## What this task involves
In the records, each line holding "Stewart" must be reported.

Dataset entries:
- - - - -
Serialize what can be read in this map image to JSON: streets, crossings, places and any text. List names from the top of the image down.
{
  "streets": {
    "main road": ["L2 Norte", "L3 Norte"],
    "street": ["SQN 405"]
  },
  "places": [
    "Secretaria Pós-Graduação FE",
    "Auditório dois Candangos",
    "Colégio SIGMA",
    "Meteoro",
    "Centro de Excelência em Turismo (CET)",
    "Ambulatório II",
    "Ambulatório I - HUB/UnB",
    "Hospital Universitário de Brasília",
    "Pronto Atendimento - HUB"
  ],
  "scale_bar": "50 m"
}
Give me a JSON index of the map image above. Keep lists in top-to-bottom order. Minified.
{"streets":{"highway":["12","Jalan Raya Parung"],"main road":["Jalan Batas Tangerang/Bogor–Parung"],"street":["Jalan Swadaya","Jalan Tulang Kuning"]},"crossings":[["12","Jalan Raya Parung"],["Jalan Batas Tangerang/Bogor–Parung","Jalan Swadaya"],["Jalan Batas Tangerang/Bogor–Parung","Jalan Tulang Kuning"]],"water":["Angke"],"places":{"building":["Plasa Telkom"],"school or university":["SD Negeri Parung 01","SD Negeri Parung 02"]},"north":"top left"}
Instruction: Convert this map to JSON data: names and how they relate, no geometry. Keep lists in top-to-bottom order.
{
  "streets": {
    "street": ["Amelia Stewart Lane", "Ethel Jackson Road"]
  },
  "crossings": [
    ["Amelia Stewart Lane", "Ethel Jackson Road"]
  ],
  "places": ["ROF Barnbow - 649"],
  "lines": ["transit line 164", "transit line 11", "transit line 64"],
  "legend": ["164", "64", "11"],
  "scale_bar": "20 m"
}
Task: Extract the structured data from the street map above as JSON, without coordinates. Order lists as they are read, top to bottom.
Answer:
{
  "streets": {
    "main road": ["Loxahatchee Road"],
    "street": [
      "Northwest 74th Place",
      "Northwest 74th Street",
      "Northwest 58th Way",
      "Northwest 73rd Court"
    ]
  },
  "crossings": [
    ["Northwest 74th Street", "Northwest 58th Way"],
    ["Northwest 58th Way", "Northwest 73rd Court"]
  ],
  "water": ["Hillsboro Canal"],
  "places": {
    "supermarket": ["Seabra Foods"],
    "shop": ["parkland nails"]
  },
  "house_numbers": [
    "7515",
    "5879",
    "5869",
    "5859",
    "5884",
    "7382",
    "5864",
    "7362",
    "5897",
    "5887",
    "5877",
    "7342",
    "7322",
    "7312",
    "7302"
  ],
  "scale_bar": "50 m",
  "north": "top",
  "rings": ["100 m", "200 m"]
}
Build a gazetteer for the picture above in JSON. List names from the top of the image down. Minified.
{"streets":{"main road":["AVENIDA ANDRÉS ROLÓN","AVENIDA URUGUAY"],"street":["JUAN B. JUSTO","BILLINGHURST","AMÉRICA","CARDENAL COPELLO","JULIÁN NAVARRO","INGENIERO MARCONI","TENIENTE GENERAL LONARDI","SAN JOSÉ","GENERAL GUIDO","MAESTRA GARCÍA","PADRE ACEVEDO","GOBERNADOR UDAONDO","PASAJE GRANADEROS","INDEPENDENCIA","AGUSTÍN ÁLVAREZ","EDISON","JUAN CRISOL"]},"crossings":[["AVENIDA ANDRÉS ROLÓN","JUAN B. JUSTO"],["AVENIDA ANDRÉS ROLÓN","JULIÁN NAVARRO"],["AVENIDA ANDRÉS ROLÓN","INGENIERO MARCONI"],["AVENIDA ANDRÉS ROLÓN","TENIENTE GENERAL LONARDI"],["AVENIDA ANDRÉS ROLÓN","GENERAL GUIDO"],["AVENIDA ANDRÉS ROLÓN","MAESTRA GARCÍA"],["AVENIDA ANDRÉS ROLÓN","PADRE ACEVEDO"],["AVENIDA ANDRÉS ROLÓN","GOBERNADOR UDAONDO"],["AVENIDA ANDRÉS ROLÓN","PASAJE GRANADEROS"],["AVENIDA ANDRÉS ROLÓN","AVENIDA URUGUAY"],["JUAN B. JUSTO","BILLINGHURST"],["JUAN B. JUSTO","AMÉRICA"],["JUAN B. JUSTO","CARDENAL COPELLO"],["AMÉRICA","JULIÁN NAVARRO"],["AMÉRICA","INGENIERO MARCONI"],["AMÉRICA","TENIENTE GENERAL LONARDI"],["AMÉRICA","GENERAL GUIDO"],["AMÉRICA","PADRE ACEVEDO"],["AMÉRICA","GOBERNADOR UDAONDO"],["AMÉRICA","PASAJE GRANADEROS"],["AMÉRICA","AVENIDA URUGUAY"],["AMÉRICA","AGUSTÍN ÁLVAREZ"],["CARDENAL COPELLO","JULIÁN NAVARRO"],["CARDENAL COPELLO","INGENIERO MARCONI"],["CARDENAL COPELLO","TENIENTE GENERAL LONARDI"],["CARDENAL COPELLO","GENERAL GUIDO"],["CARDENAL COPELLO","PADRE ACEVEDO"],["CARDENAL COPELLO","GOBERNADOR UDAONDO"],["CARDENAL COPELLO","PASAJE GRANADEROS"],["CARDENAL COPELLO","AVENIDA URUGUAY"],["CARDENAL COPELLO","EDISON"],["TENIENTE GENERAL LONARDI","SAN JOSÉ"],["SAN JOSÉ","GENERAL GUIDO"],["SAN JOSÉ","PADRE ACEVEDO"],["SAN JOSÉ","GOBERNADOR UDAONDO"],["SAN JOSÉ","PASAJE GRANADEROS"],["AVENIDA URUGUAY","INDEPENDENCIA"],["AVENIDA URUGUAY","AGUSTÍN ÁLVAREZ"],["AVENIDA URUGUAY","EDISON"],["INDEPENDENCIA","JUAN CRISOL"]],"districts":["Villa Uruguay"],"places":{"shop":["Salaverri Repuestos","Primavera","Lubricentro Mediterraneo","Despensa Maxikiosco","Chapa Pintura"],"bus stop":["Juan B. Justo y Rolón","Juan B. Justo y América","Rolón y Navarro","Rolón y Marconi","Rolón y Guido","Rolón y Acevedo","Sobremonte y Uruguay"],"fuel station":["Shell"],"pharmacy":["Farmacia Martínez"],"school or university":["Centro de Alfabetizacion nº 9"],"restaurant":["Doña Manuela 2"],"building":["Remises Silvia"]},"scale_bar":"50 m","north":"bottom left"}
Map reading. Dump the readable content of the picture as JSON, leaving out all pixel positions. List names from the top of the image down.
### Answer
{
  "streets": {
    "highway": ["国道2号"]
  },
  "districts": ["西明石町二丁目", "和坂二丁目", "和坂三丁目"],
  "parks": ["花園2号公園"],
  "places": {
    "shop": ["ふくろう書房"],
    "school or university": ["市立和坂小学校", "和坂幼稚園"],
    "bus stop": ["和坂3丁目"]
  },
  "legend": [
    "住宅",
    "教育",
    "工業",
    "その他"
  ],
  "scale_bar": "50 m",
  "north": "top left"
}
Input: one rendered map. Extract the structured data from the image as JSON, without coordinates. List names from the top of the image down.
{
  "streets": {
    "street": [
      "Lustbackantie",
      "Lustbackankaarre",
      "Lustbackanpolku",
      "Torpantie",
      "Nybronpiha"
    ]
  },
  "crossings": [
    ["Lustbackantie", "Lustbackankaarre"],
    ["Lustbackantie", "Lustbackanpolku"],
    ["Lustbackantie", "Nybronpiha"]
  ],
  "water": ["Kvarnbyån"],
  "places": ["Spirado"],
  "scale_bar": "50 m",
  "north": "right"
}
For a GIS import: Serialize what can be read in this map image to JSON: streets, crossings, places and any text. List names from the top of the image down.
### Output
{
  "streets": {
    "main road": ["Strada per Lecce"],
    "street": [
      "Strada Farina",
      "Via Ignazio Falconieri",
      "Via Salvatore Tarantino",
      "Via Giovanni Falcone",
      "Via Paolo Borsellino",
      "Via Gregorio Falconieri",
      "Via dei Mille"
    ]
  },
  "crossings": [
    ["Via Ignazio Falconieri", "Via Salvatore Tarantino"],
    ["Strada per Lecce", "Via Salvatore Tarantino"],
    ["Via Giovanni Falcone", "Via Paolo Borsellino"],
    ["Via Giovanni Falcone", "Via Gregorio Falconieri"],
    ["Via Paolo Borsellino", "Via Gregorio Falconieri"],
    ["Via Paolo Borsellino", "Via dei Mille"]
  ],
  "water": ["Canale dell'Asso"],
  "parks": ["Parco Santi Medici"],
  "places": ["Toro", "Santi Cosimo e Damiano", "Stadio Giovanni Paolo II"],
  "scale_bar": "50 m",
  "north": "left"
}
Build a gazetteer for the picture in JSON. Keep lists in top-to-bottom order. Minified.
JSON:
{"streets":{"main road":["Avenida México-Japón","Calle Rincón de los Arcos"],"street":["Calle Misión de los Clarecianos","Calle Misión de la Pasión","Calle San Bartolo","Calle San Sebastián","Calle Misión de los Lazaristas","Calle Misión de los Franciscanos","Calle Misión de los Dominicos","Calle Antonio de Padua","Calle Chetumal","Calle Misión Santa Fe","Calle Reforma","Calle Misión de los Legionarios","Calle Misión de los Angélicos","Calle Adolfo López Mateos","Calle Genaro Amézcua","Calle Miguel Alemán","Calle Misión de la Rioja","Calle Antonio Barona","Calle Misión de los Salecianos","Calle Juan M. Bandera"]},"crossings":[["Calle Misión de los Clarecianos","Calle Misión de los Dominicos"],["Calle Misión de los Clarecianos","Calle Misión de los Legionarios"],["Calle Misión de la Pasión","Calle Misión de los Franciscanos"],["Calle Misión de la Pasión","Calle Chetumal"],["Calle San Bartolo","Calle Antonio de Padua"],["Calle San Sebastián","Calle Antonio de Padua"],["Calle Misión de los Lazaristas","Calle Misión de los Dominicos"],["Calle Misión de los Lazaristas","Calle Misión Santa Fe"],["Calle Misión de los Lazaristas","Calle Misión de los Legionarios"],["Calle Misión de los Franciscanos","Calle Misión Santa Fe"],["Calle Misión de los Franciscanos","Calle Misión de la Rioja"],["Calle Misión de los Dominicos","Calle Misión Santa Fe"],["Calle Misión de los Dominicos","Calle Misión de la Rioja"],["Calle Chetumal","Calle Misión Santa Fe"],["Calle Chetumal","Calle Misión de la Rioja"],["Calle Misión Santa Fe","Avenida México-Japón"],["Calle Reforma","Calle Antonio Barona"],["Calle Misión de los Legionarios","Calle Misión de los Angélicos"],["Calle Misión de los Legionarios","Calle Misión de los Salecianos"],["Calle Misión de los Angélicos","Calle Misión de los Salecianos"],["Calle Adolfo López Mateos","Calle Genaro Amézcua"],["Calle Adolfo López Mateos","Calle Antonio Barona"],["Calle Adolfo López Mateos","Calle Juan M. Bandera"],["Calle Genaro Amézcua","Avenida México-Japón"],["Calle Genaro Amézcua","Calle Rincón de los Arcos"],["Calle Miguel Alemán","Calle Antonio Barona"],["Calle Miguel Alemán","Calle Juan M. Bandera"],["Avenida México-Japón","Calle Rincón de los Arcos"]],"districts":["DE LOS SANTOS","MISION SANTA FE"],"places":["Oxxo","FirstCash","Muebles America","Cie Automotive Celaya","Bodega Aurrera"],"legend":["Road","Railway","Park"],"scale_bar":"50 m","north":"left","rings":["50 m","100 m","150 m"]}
- - - - -
## Result
    "street": ["Amelia Stewart Lane", "Ethel Jackson Road"]
    ["Amelia Stewart Lane", "Ethel Jackson Road"]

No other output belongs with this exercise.